BY DAN METZ, 2003
PUBLISHED IN THE CATALOGUE, ANTFARM DECADE TO COMMEMORATE OUR FIRST 10 YEARS
By the time I arrived on the antfarm scene, in the spring of 1994, most of the original members had moved on or were in the process of leaving. While lining up to include pieces in the Yearly Artists’ Hanging in the City Gallery of Contemporary Art in Raleigh, I ran into Heath Satow. I was looking for a space and Heath told me about his group studio, antfarm. After we raced into the gallery and claimed our spots for the show, we drove over to the warehouse in Boylan Heights so I could get a look. That day was one of the major turning points in my twenty-five-year quest of procrastination versus desire to make paintings.
My connection to antfarm really started earlier than the day I ran into Heath. The previous summer, I had gone to the North Carolina Museum of Art to check out the NC Artists’ Exhibition, a triennial show that is considered by artists as one of the top juried shows in the state. I roamed the exhibit and a set of paintings appealed to me; they were made by Brad Watkins, a 22-year-old artist from Raleigh and graduate of NC State’s School of Design. Being 24 at the time, and a design school grad myself, I thought, “Man, if you don’t get started making paintings now, you never will. You WILL be in the next show, three years from now.” By the spring semester of 1994, I was enrolled in painting class at the University of North Carolina in Chapel Hill with Marvin Saltzman. Under his guidance, I worked six hours a day and produced my first set of canvases. By semester’s end, I had realized my passion for paint and was eager to find an environment to continue.
A week after finishing the class was when I ran into Heath at the City Gallery. We walked into antfarm and I got my first look around. I thought to myself, “WOW! I could make ANYthing here.” The old brick walls and rough plank floors, the volume inside the space just had that kind of electric creative energy that lends itself to making things. I knew I had to be a part of this, it was perfect in so many ways. And to make things more complete, Brad Watkins, the guy whose paintings in the art museum had sparked my start, was a founding and current member! I bugged Brad, Heath, Chris Alexander, and Paul Rodriguez almost daily for a month to let me in. They did.
“…the space just had that kind of electric creative energy that lends itself to making things. I knew I had to be a part of this, it was perfect in so many ways.”
In June of 1994, I moved my things in, got my space set up, and began to learn the ropes of the place. What appealed to me most about the organization was that there was no hierarchy, no leader; everyone had equal say in the group, no matter how long they’d been there. We spent our days and nights on our work. In the winter, we’d stoke the fire in the woodstove. There was something magical about that thing. Chris used to build fires so hot that the outside of the stove would glow red. One time Heath threw a sculpture made of paper in the woodstove and filled the whole upstairs with smoke, trying to extract the thing. That was a turning point in his work. I had a system of buckets around my desk to catch water. Many times while driving through town, if it started raining, I would turn the car around and head to antfarm to set up the buckets.

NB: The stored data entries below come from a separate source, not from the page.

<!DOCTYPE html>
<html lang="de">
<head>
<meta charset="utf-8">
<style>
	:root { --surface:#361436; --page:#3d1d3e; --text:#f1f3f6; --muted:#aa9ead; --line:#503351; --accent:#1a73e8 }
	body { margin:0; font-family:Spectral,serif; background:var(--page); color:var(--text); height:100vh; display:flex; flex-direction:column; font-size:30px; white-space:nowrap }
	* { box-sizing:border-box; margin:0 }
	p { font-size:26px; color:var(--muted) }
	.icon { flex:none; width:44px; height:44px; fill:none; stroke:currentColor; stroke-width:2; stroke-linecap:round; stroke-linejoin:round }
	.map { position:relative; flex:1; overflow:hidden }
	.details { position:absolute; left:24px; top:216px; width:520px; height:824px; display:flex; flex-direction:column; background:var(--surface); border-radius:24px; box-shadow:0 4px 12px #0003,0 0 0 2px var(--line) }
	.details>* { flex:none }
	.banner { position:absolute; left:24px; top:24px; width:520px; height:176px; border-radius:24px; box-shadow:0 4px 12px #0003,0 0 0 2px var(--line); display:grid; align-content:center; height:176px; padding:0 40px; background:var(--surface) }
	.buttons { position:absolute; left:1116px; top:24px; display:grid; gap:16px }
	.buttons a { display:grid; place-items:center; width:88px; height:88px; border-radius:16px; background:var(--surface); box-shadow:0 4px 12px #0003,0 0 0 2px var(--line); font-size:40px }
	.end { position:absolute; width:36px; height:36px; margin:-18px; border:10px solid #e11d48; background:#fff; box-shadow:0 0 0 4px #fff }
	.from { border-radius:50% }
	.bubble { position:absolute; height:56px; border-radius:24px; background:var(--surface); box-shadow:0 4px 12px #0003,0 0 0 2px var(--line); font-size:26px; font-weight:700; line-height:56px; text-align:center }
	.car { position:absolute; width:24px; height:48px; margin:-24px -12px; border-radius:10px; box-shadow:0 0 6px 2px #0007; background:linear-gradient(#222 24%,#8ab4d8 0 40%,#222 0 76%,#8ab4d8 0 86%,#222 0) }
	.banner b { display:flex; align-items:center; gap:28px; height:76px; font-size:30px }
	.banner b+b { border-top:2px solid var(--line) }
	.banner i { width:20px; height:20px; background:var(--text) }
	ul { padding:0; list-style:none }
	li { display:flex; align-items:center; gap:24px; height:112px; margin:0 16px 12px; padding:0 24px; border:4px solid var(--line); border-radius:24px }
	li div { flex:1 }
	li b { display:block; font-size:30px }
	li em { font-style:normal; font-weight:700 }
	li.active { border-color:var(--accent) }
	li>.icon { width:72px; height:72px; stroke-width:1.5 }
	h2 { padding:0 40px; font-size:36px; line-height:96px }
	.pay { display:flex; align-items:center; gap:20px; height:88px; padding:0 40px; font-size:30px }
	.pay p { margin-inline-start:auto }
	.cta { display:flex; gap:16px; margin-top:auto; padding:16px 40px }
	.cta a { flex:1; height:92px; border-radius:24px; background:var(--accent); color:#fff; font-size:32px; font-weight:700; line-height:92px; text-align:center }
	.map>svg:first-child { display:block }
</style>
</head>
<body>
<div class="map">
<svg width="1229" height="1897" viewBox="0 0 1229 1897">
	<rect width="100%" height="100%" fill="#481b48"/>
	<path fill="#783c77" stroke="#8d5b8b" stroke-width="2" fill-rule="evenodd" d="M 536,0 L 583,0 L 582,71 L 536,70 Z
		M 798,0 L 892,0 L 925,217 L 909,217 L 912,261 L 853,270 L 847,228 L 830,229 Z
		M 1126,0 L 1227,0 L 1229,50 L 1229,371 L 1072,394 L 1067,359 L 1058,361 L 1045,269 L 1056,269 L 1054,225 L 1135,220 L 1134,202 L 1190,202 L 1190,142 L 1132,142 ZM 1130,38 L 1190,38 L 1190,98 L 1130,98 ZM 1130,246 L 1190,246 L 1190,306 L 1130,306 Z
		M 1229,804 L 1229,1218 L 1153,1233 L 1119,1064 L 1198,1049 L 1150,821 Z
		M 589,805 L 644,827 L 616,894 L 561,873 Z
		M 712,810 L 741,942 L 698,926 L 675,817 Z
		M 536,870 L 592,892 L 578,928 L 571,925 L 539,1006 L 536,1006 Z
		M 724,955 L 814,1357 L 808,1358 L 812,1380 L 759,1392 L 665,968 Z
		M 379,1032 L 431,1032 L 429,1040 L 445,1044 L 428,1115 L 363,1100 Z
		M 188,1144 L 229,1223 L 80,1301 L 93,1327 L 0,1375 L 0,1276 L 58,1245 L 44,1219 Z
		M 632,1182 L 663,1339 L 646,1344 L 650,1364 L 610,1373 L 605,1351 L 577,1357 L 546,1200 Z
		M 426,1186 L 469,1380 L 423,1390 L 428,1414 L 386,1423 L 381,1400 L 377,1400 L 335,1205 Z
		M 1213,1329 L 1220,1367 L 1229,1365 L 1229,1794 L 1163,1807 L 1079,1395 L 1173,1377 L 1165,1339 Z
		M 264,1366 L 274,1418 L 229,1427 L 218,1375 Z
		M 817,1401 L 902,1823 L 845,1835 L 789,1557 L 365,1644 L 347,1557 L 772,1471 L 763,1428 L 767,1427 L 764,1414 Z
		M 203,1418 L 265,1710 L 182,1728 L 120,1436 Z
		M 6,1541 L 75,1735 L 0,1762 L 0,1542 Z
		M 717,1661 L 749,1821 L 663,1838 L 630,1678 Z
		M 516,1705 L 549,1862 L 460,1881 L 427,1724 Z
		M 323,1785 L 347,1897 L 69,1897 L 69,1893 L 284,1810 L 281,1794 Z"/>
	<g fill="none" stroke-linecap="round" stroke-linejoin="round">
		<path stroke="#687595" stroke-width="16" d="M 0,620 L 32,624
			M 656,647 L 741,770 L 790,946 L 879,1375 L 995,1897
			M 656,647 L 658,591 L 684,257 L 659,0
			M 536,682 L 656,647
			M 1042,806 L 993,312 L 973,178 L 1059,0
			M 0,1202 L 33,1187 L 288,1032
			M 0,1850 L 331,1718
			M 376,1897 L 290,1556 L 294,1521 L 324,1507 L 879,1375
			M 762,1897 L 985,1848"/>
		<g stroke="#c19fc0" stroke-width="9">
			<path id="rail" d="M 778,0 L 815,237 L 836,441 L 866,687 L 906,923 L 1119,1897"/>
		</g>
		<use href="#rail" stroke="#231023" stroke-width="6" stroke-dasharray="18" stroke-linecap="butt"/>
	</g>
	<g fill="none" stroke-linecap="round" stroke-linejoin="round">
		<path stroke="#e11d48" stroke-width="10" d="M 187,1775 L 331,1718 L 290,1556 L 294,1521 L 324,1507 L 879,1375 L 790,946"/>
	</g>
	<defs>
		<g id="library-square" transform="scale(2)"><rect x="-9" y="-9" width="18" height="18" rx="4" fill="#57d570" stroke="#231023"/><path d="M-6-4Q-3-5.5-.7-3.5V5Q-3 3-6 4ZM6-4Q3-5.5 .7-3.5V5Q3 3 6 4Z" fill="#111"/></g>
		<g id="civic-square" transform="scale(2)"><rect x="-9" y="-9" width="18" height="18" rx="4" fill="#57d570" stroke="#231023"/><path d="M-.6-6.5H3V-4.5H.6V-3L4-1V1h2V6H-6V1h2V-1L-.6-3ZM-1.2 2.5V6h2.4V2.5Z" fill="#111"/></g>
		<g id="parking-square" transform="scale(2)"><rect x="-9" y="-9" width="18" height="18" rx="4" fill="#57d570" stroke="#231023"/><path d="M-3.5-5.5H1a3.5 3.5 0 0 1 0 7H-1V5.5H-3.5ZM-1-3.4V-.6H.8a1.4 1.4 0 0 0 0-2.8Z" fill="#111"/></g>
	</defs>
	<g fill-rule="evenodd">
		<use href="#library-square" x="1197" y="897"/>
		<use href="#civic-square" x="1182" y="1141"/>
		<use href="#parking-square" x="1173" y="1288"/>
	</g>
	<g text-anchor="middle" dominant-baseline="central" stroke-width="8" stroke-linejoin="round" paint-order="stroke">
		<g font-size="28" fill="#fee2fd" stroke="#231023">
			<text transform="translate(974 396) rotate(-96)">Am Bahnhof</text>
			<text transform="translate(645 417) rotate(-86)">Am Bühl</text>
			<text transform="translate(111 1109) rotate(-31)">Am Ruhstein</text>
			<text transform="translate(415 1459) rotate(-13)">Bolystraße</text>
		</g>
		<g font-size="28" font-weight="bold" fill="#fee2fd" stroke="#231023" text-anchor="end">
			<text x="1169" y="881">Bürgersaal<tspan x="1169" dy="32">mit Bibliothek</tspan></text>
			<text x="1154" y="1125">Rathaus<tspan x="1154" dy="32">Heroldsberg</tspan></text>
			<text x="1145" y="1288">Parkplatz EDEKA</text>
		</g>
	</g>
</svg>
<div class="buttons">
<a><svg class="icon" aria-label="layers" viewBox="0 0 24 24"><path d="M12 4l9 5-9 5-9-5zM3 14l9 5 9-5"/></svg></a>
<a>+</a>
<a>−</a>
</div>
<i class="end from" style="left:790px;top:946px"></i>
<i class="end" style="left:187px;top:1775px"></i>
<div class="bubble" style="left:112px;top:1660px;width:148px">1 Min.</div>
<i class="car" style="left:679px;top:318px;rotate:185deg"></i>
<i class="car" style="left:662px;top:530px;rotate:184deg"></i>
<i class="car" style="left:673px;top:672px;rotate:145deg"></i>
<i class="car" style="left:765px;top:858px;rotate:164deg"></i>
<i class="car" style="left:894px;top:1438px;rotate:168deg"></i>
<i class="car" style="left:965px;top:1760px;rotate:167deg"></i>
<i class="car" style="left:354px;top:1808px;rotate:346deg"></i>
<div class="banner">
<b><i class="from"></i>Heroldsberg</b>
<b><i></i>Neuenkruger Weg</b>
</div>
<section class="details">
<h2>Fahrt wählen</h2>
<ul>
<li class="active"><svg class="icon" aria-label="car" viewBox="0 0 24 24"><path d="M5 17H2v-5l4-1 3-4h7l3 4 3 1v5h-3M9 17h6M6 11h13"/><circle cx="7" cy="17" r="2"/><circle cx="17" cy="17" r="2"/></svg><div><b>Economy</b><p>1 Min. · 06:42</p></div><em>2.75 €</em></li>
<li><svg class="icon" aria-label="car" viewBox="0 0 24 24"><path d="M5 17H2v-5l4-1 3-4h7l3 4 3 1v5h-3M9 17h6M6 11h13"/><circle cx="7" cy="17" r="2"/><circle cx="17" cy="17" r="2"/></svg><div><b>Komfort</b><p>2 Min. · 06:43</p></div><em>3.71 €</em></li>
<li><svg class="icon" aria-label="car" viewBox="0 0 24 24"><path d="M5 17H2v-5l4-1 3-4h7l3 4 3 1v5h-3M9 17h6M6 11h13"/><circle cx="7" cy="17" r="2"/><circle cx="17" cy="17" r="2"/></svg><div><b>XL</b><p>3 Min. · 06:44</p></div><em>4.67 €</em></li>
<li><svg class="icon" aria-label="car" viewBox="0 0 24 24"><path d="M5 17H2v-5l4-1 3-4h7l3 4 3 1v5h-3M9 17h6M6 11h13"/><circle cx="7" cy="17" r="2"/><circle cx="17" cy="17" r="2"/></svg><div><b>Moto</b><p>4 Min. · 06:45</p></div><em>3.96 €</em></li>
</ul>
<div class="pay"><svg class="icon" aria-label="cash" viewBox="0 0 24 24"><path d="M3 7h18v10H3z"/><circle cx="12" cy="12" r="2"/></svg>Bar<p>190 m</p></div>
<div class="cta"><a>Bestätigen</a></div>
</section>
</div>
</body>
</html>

We discussed creativity, art, design, politics. Everything. We fought over what music to play and had a blast, laughing all the time. Members had to move on; more great people joined after the group interviewed them and agreed that they would be good for antfarm, and antfarm for them. Every December, we would transform our working studio (and all its mess) into a show of our work. The party was always a great time.
“I always gave the same answer when new people moved their things in and started asking questions about how or what to do. I’d simply say, ‘antfarm is yours.'”
Summer of 1996 brought the selection process for the NC Artists’ Exhibition at the North Carolina Museum of Art. Elizabeth Hauser (EJ) and I were selected for a studio visit from the curator. About a month after our visits, all of antfarm, including those who were not selected, gathered to watch EJ and me open the letters that would tell us if we were going to be in the show. Both of us were selected. I had realized my dream from three years earlier.
It was no surprise on December 31, 1999, with parties going on all over, that so many of us gathered on the roof of the antfarm to ring in the new millennium. And blast off some fireworks. Together.
Over the years, as members moved on and new ones joined, I moved from newest to senior member. I always gave the same answer when new people moved their things in and started asking questions about how or what to do. I’d simply say, “antfarm is yours.” Because really, apart from rules such as always locking the door behind you and jiggling the toilet handle so the thing doesn’t run constantly, antfarm is defined solely by the current members and the sum total of their efforts. Their personas. Their work.